## EXERCISE DIRECTIONS
Nothing is to be altered; the data must be repeated exactly.

(Saved entries)
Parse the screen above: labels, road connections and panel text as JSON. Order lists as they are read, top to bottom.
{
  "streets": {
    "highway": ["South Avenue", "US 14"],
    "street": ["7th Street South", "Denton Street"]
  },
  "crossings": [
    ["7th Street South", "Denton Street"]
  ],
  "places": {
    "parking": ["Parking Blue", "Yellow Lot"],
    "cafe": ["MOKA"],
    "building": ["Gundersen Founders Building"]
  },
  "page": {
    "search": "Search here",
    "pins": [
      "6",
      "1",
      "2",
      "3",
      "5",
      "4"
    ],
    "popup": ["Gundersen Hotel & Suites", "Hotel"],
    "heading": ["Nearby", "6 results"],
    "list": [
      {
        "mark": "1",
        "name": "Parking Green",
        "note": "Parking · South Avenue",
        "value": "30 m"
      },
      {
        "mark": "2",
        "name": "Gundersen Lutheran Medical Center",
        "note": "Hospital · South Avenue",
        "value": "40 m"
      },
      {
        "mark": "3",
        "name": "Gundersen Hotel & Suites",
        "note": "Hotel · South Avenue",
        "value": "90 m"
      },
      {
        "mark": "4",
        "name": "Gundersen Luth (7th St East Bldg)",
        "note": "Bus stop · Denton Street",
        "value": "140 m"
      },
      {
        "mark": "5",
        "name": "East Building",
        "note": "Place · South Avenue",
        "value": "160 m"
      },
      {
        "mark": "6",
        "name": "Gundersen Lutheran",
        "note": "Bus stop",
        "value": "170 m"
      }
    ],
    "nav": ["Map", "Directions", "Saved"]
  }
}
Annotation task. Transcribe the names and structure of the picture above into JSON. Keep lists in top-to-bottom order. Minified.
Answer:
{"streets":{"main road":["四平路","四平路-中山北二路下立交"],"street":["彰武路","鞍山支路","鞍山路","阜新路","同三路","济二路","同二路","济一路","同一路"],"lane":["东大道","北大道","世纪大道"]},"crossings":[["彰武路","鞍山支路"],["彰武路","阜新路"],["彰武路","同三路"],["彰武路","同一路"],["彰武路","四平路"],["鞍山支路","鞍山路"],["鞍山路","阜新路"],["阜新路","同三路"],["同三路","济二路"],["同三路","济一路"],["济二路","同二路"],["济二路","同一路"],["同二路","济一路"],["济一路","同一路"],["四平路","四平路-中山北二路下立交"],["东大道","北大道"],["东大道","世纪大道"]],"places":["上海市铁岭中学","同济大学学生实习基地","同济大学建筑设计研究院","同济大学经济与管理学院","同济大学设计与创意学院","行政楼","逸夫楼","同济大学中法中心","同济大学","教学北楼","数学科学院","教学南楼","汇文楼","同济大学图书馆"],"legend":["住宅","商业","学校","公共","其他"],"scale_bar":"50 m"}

## SOLUTION TO THIS EXERCISE
Parse the screen above: labels, road connections and panel text as JSON. Order lists as they are read, top to bottom.
{
  "streets": {
    "highway": ["South Avenue", "US 14"],
    "street": ["7th Street South", "Denton Street"]
  },
  "crossings": [
    ["7th Street South", "Denton Street"]
  ],
  "places": {
    "parking": ["Parking Blue", "Yellow Lot"],
    "cafe": ["MOKA"],
    "building": ["Gundersen Founders Building"]
  },
  "page": {
    "search": "Search here",
    "pins": [
      "6",
      "1",
      "2",
      "3",
      "5",
      "4"
    ],
    "popup": ["Gundersen Hotel & Suites", "Hotel"],
    "heading": ["Nearby", "6 results"],
    "list": [
      {
        "mark": "1",
        "name": "Parking Green",
        "note": "Parking · South Avenue",
        "value": "30 m"
      },
      {
        "mark": "2",
        "name": "Gundersen Lutheran Medical Center",
        "note": "Hospital · South Avenue",
        "value": "40 m"
      },
      {
        "mark": "3",
        "name": "Gundersen Hotel & Suites",
        "note": "Hotel · South Avenue",
        "value": "90 m"
      },
      {
        "mark": "4",
        "name": "Gundersen Luth (7th St East Bldg)",
        "note": "Bus stop · Denton Street",
        "value": "140 m"
      },
      {
        "mark": "5",
        "name": "East Building",
        "note": "Place · South Avenue",
        "value": "160 m"
      },
      {
        "mark": "6",
        "name": "Gundersen Lutheran",
        "note": "Bus stop",
        "value": "170 m"
      }
    ],
    "nav": ["Map", "Directions", "Saved"]
  }
}
Annotation task. Transcribe the names and structure of the picture above into JSON. Keep lists in top-to-bottom order. Minified.
Answer:
{"streets":{"main road":["四平路","四平路-中山北二路下立交"],"street":["彰武路","鞍山支路","鞍山路","阜新路","同三路","济二路","同二路","济一路","同一路"],"lane":["东大道","北大道","世纪大道"]},"crossings":[["彰武路","鞍山支路"],["彰武路","阜新路"],["彰武路","同三路"],["彰武路","同一路"],["彰武路","四平路"],["鞍山支路","鞍山路"],["鞍山路","阜新路"],["阜新路","同三路"],["同三路","济二路"],["同三路","济一路"],["济二路","同二路"],["济二路","同一路"],["同二路","济一路"],["济一路","同一路"],["四平路","四平路-中山北二路下立交"],["东大道","北大道"],["东大道","世纪大道"]],"places":["上海市铁岭中学","同济大学学生实习基地","同济大学建筑设计研究院","同济大学经济与管理学院","同济大学设计与创意学院","行政楼","逸夫楼","同济大学中法中心","同济大学","教学北楼","数学科学院","教学南楼","汇文楼","同济大学图书馆"],"legend":["住宅","商业","学校","公共","其他"],"scale_bar":"50 m"}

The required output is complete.